Konon, melalui karyanya ia menyindir nafsu manusia yang terus mengusik makhluk lain. Misalnya dengan Berburu Singa, Rusa, Banteng, dan lain-

lain. Salah satu karya fenomenal yang dibuatnya saat ia di tanah air adalah lukisan Penangkapan Diponegoro (1857) yang merupakan respons atas lukisan karya Nicolaas Pieneman berjudul “Penaklukan Diponegoro”. Lukisan ini diberikan Raden Saleh ke Raja Belanda saat itu, Willem III.
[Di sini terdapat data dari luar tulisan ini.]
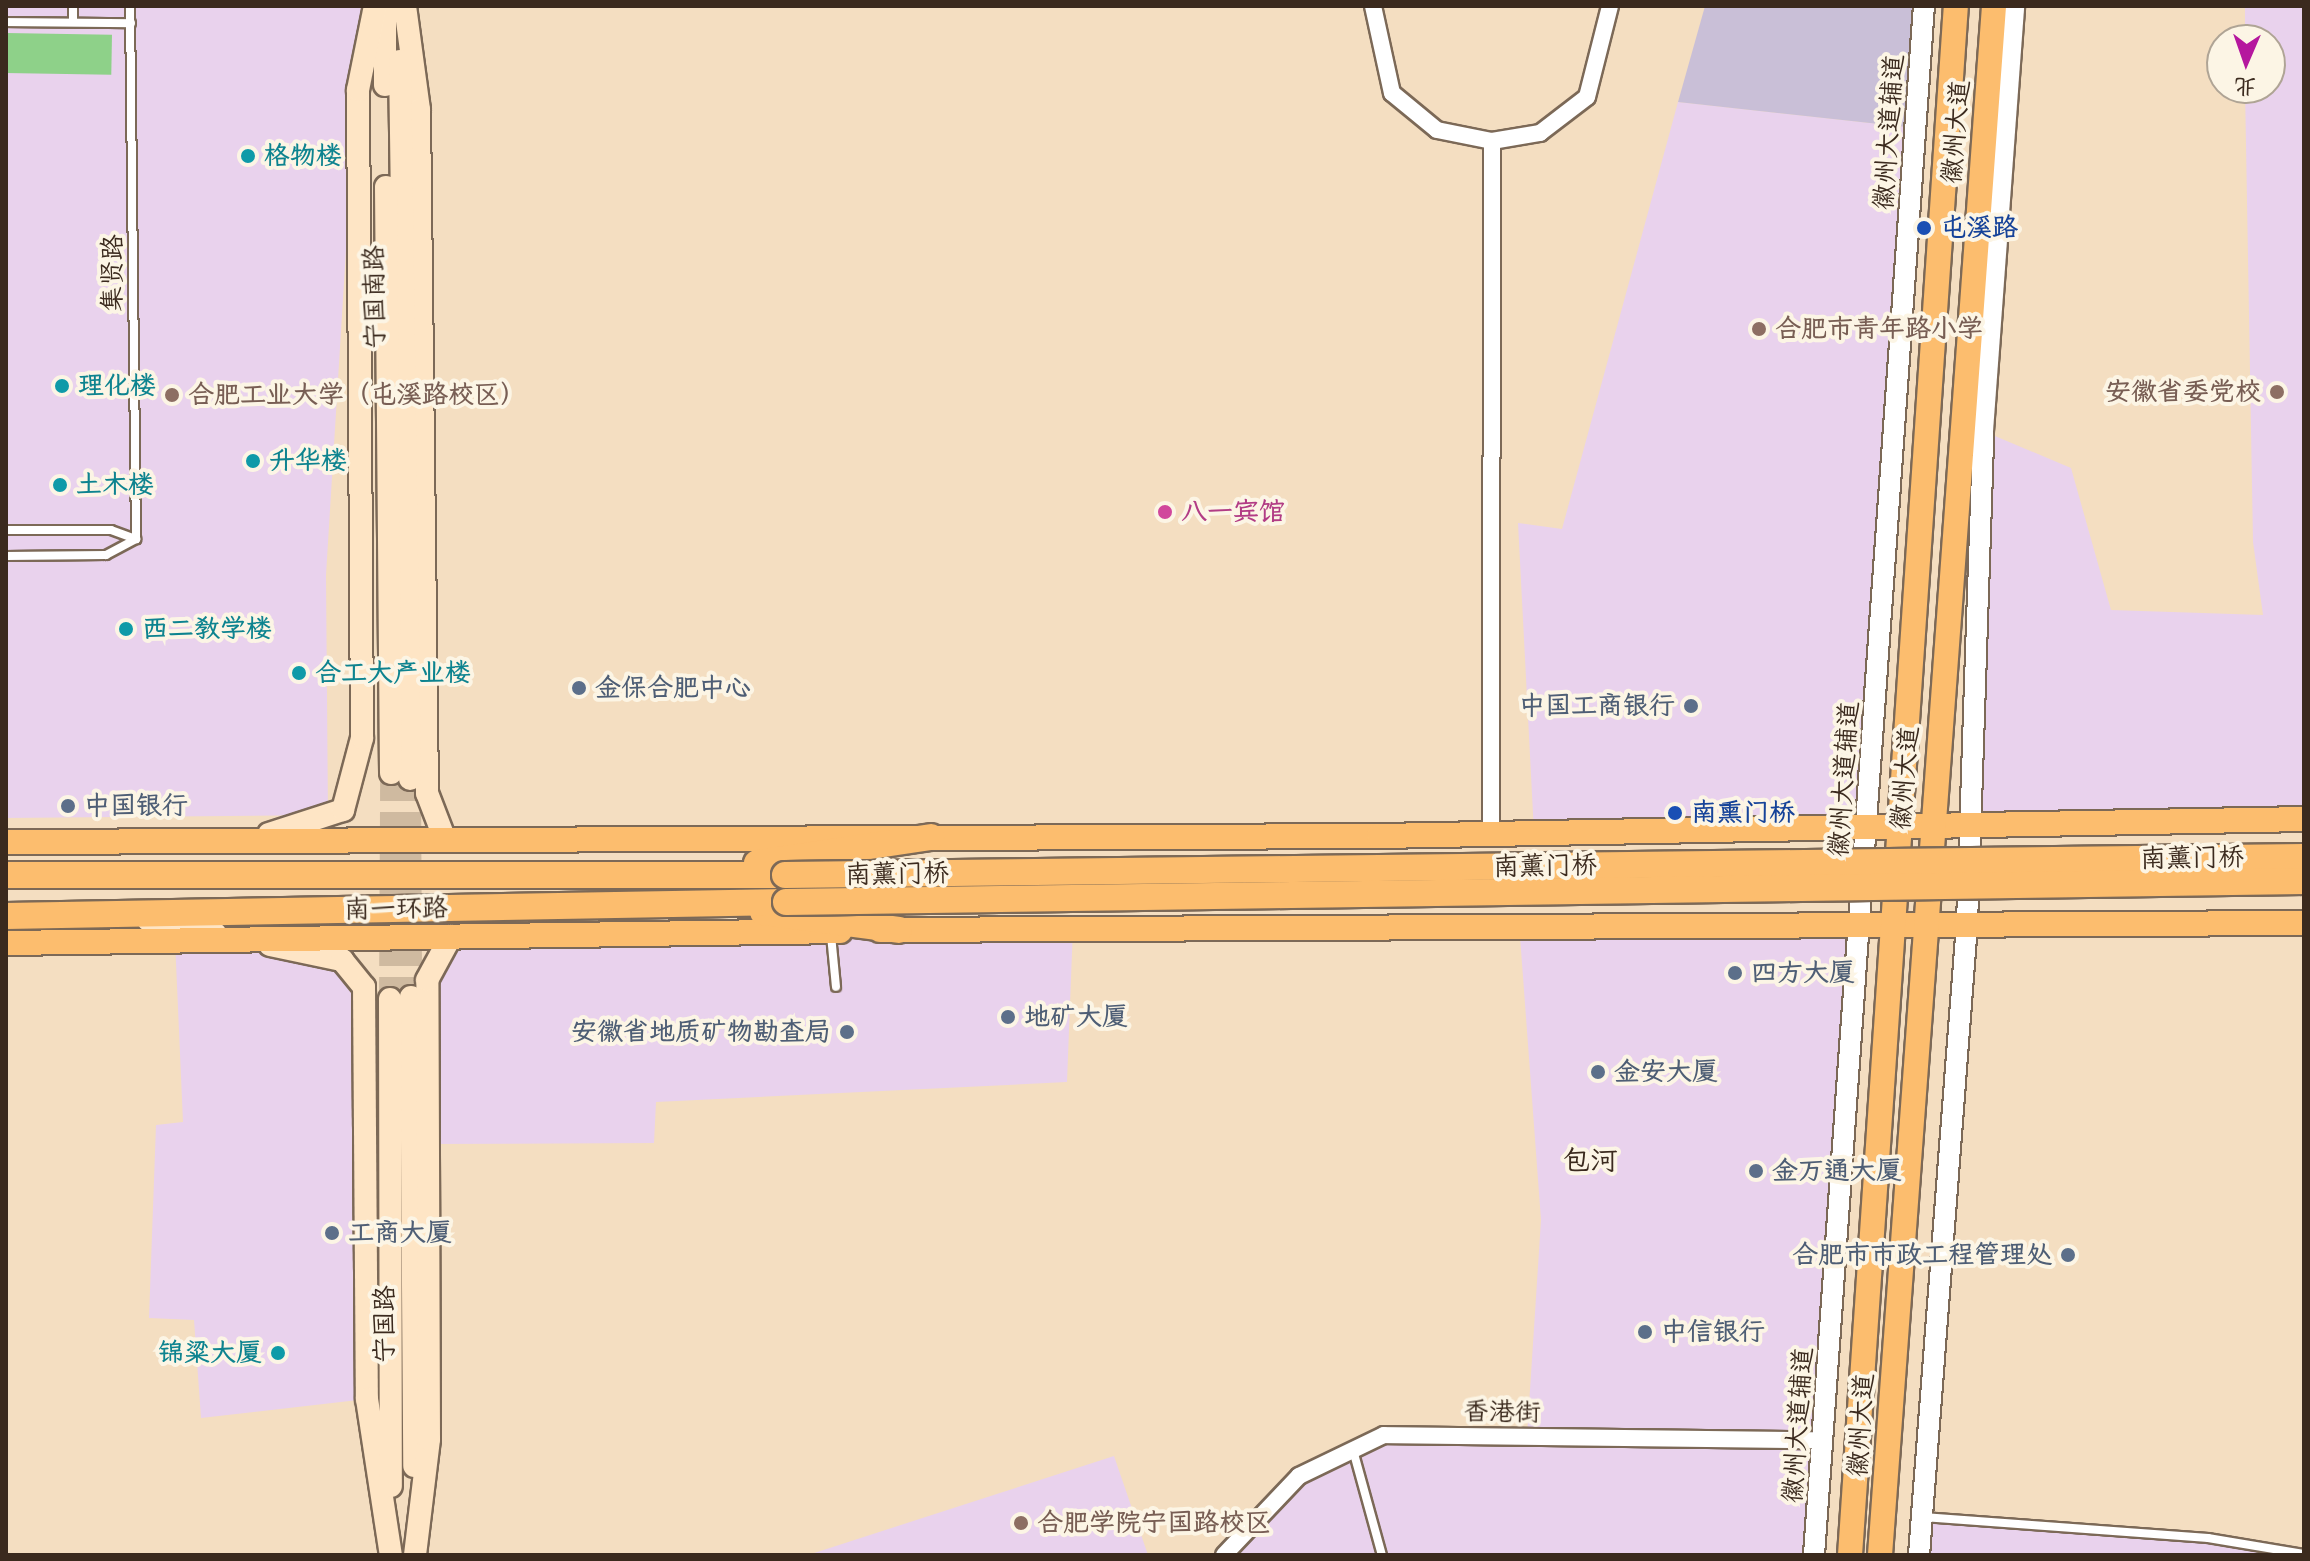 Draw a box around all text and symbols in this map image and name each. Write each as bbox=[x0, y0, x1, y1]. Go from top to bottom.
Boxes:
north arrow bbox=[2206, 24, 2286, 104]
street label: 徽州大道辅道 bbox=[1868, 53, 1910, 211]
text: 北 bbox=[2234, 67, 2257, 106]
street label: 徽州大道 bbox=[1936, 79, 1976, 185]
place label: 格物楼 bbox=[264, 140, 342, 172]
marker: 格物楼 bbox=[239, 147, 257, 165]
place label: 屯溪路 bbox=[1940, 212, 2018, 244]
marker: 屯溪路 bbox=[1915, 219, 1933, 237]
street label: 集贤路 bbox=[97, 234, 129, 312]
street label: 宁国南路 bbox=[358, 245, 392, 349]
place label: 合肥市青年路小学 bbox=[1775, 313, 1983, 345]
marker: 合肥市青年路小学 bbox=[1750, 320, 1768, 338]
place label: 理化楼 bbox=[78, 370, 156, 402]
place label: 安徽省委党校 bbox=[2105, 376, 2261, 408]
marker: 理化楼 bbox=[53, 377, 71, 395]
place label: 合肥工业大学（屯溪路校区） bbox=[188, 379, 526, 411]
marker: 安徽省委党校 bbox=[2268, 383, 2286, 401]
marker: 合肥工业大学（屯溪路校区） bbox=[163, 386, 181, 404]
place label: 升华楼 bbox=[269, 445, 347, 477]
marker: 升华楼 bbox=[244, 452, 262, 470]
place label: 土木楼 bbox=[76, 469, 154, 501]
marker: 土木楼 bbox=[51, 476, 69, 494]
place label: 八一宾馆 bbox=[1181, 496, 1285, 528]
marker: 八一宾馆 bbox=[1156, 503, 1174, 521]
place label: 西二教学楼 bbox=[142, 613, 272, 645]
marker: 西二教学楼 bbox=[117, 620, 135, 638]
place label: 合工大产业楼 bbox=[315, 657, 471, 689]
marker: 合工大产业楼 bbox=[290, 664, 308, 682]
place label: 金保合肥中心 bbox=[595, 672, 751, 704]
marker: 金保合肥中心 bbox=[570, 679, 588, 697]
place label: 中国工商银行 bbox=[1519, 690, 1675, 722]
marker: 中国工商银行 bbox=[1682, 697, 1700, 715]
street label: 徽州大道辅道 bbox=[1823, 700, 1865, 858]
street label: 徽州大道 bbox=[1885, 725, 1925, 831]
place label: 中国银行 bbox=[84, 790, 188, 822]
marker: 中国银行 bbox=[59, 797, 77, 815]
place label: 南熏门桥 bbox=[1691, 797, 1795, 829]
marker: 南熏门桥 bbox=[1666, 804, 1684, 822]
street label: 南薰门桥 bbox=[2140, 841, 2244, 875]
street label: 南薰门桥 bbox=[1493, 849, 1597, 883]
street label: 南薰门桥 bbox=[845, 857, 949, 891]
street label: 南一环路 bbox=[344, 892, 448, 926]
place label: 四方大厦 bbox=[1751, 957, 1855, 989]
marker: 四方大厦 bbox=[1726, 964, 1744, 982]
place label: 地矿大厦 bbox=[1024, 1001, 1128, 1033]
marker: 地矿大厦 bbox=[999, 1008, 1017, 1026]
place label: 安徽省地质矿物勘查局 bbox=[571, 1016, 831, 1048]
marker: 安徽省地质矿物勘查局 bbox=[838, 1023, 856, 1041]
place label: 金安大厦 bbox=[1614, 1056, 1718, 1088]
marker: 金安大厦 bbox=[1589, 1063, 1607, 1081]
district label: 包河 bbox=[1562, 1144, 1618, 1178]
place label: 金万通大厦 bbox=[1772, 1155, 1902, 1187]
marker: 金万通大厦 bbox=[1747, 1162, 1765, 1180]
place label: 工商大厦 bbox=[348, 1217, 452, 1249]
marker: 工商大厦 bbox=[323, 1224, 341, 1242]
place label: 合肥市市政工程管理处 bbox=[1792, 1239, 2052, 1271]
marker: 合肥市市政工程管理处 bbox=[2059, 1246, 2077, 1264]
street label: 宁国路 bbox=[369, 1285, 401, 1363]
place label: 中信银行 bbox=[1661, 1316, 1765, 1348]
marker: 中信银行 bbox=[1636, 1323, 1654, 1341]
place label: 锦粱大厦 bbox=[158, 1337, 262, 1369]
marker: 锦粱大厦 bbox=[269, 1344, 287, 1362]
street label: 徽州大道辅道 bbox=[1777, 1346, 1819, 1504]
street label: 徽州大道 bbox=[1842, 1372, 1880, 1478]
street label: 香港街 bbox=[1463, 1396, 1541, 1428]
place label: 合肥学院宁国路校区 bbox=[1037, 1507, 1271, 1539]
marker: 合肥学院宁国路校区 bbox=[1012, 1514, 1030, 1532]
Lukisan Pieneman menekankan menyerahnya Pangeran Diponegoro yang berdiri dengan wajah letih dan dua tangan terbentang. Di latar belakang Jenderal de Kock berdiri berkacak pinggang menunjuk kereta tahanan seolah memerintahkan penahanan Diponegoro.

EKSPRESIONIS AFFANDI

Berkat gaya ekspresionis atau abstrak, Affandi Koesoema menjadi pelukis Indonesia yang paling terkenal di dunia internasional. Seringkali lukisannya sangat sulit dimengerti oleh orang lain, terutama oleh orang yang awam tentang dunia seni lukis. Namun bagi pencinta lukisan hal demikianlah yang menambah daya tariknya.

Dalam berkarya lebih sering menumpahkan langsung cairan cat dari tube-nya kemudian menyapu cat itu dengan jarijarinya, bermain dan mengolah warna untuk mengekspresikan apa yang ia lihat dan rasakan tentang sesuatu.

Dalam keseharian, ia sering mengatakan bahwa dirinya adalah pelukis kerbau, julukan yang diakunya karena dia merasa sebagai pelukis bodoh. Mungkin karena kerbau adalah binatang yang dianggap dungu dan bodoh. Sikap sang maestro yang tidak gemar berteori, dan lebih suka bekerja secara nyata ini dibuktikan dengan kesungguhan dirinya menjalankan profesi sebagai pelukis yang tidak cuma musiman pameran.

Ketika republik ini diproklamasikan pada 1945, banyak pelukis ambil bagian. Gerbong-gerbong kereta dan tembok-tembok ditulisi antara lain “Merdeka atau mati!”. Saat itulah, Affandi mendapat tugas dari Soekarno untuk membuat poster - yang menggambarkan seseorang yang dirantai tetapi rantainya sudah putus.

Dari situ lahirlah poster berjudul Bung, ayo bung. Yang dijadikan model saat itu adalah pelukis Dullah. Sementara katakata yang dituliskan di poster “Bung, ayo bung” merupakan usulan dari penyair Chairil Anwar.

Selain dalam negeri ia banyak mengadakan pameran tunggal di India, Inggris, Eropa, dan Amerika Serikat. Pelukis yang produktif, Affandi telah melukis lebih dari dua ribu lukisan.